「実は無神論的実存主義に貫かれた物語なのにシニアの恋物語としても完璧な愛すべきドラマ」ミセス・ハリス、パリへ行く よねさんの映画レビュー(感想・評価)
実は無神論的実存主義に貫かれた物語なのにシニアの恋物語としても完璧な愛すべきドラマ
1957年のロンドン。エイダは未だ戦地から帰ってこない夫を待ちながら半地下のアパートで待ちながら家政婦として黙々と働いていた。ある日ある家の清掃中にご婦人が夫に内緒で買ったというディオールのオートクチュールのドレス“魅惑”を見つけた彼女はその美しさにたちまち心を奪われてしまう。自分もディオールのドレスが欲しい、その思いに駆られた彼女はせっせと貯金を始めるが・・・。
タイトルが示す通り、ロンドンとパリを舞台にした物語なので半分フランス映画の雰囲気。しかしながら本作で描かれる1957年のパリはエイダが駅で出会った浮浪者が“労働者達がこの街の王だ”と嘯くほど労働者のデモが街の至る所で起こっていて道路には堆くゴミが溜まって腐臭を放っている。そんな荒廃を傍に見ながらエイダが辿り着いたディオールの本店は貴族をはじめ裕福な人々しか集まらない世界。労働階級のエイダは早々に屈辱を味わうが、無二の親友バイ、馬券売りのアーチー、会計士のフォーベル、モデルのナターシャ、女優志望のパメラ、シャサーヌ侯爵、そしてハウス・オブ・ディオールを支えるスタッフ達との交流を経てドレスが出来上がるまでの短い休暇で人生観をごっそりひっくり返すような経験をする様がとにかく微笑ましくて美しいです。
本作が非常に特徴的なのは物語の根幹をサルトルの無神論的実存主義が支えていること。1957年のフランスはアルジェリアの独立運動が盛んとなっていた時期とも重なり、サルトルらがそれを熱烈に支持していた時代。エイダがフォーベルに窮地を救われるのも彼女が持参した現金目当てだし、劇中でもフォーベルとナターシャがサルトルの『存在と無』について語り、即自や対自という言葉も出てくるわけですが、確かにエイダはどんなに過酷な状況であっても神に祈ったりしないし、運命を神に委ねたりせず自分の意思で困難を乗り越えていく。エイダは劇中で何度も何度も“透明人間”扱いを受け彼女もそれに甘んじますが、これはまさしくエイダが“無”として生きてきたことを示していて、即自を象徴するものがディオールのドレスであり、対自はエイダを始めとするあるべき自分の姿を見つけることの出来た全ての登場人物そのもの。清貧に徹し黙々と働いてきたエイダが人生で培った経験と知恵で小さな革命を起こしていく様が当時のパリの空気とシンクロしていく清々しさに魂が震えます。
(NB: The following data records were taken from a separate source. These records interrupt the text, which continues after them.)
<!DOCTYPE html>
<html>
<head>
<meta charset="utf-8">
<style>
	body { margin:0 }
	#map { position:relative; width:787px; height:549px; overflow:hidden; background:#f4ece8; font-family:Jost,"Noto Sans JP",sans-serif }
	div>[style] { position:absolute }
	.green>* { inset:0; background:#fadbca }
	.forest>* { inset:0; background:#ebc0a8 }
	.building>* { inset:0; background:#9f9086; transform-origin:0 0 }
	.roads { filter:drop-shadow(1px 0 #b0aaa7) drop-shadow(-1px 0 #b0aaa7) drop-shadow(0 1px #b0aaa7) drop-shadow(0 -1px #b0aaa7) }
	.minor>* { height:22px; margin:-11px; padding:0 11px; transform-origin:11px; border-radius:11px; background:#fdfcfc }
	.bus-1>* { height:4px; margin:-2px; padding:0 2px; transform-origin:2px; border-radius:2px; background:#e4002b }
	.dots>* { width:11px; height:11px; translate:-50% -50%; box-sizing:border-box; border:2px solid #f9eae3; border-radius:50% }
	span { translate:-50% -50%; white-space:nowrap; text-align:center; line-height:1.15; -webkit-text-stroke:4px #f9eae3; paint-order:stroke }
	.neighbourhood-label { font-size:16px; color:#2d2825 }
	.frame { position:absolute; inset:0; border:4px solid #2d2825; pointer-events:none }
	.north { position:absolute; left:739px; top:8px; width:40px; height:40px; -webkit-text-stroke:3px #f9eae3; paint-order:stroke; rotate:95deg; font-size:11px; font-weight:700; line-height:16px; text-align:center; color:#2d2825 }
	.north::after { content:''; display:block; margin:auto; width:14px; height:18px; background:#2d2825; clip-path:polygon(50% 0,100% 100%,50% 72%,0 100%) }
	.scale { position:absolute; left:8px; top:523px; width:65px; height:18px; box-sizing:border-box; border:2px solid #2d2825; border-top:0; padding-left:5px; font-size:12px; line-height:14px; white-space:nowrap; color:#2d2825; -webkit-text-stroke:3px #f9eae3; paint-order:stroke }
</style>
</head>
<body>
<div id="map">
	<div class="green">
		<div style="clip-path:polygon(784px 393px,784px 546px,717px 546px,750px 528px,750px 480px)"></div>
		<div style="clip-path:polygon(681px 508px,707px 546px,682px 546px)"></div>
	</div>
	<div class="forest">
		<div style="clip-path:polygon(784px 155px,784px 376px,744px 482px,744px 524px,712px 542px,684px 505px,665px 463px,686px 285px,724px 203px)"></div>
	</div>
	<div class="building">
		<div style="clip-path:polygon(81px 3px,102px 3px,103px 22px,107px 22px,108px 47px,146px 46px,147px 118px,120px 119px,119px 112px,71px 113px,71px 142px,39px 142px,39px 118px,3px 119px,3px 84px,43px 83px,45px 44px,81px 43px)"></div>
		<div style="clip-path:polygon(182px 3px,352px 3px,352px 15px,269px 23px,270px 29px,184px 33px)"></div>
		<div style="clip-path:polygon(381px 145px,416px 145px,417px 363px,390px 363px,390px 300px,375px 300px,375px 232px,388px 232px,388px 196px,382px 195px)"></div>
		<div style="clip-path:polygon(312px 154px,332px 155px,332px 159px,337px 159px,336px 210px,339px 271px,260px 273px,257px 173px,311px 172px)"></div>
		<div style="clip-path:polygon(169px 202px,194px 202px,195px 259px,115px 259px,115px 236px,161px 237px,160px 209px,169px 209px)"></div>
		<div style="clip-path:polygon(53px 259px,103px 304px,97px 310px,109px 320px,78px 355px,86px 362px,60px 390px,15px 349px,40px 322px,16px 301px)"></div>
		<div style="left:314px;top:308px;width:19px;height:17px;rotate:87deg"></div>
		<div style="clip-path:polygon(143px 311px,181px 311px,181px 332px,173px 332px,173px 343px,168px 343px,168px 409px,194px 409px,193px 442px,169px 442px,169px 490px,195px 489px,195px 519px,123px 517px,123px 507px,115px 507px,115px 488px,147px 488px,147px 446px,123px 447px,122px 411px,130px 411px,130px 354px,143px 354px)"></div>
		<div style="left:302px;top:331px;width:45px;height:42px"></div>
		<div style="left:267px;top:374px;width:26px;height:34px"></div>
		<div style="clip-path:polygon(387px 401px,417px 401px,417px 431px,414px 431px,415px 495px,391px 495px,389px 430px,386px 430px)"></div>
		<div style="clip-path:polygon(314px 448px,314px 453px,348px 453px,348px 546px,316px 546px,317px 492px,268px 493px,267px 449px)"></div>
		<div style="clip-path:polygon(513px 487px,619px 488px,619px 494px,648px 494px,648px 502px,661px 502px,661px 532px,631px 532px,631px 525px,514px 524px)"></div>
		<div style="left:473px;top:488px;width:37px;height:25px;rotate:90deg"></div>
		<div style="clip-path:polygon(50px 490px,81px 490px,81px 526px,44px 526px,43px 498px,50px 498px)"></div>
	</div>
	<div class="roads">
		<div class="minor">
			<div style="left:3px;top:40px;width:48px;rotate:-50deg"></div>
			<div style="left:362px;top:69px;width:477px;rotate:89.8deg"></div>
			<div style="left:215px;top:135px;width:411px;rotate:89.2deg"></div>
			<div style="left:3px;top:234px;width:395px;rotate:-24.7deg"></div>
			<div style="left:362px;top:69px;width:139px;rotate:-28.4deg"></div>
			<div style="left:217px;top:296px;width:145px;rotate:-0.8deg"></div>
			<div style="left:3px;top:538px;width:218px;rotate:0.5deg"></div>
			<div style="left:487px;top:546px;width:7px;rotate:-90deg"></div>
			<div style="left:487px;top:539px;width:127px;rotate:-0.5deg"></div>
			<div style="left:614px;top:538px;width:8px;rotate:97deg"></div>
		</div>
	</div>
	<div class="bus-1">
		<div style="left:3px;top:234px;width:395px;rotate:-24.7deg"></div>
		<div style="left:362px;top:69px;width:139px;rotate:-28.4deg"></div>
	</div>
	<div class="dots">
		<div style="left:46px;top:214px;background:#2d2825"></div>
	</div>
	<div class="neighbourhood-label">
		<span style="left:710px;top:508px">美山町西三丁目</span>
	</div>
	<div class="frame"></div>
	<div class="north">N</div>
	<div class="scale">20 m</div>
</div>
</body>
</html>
そんな背景に気付かなかったとしても本作は十二分に魅力的で、何者でもない主人公が階級を超えて人々を覚醒させていく物語は『アニー』のそれとなんとなく似ていて、満を辞して用意されるクライマックスには"I Don't Need Anything But You"を被せたい欲求に駆られました。そして何よりシニアの恋物語としても完璧で、『輝ける人生』にあったのとよく似た切なさと清々しさが印象的です。
主演で製作総指揮も手がけるレスリー・マンビルのキュートさがとにかく輝いていますが、イザベル・ユペール、ランベール・ウィルソンといったフランス映画界の重鎮の演技も見事。登場人物は皆素晴らしいですが、ディオールの看板女優でありながら自分の生き様に疑問を持ちエイダと心を通わせるナターシャを演じたアルバ・バプティスタの儚くも健気な美しさに心を奪われました。
意地悪な人が見れば116分丸々ディオールのプロパガンダということになってしまうかも知れませんが全然そんなことはなく、様々な感情が揺さぶられた後にがっつり涙を搾り取られる物凄く分厚いドラマです。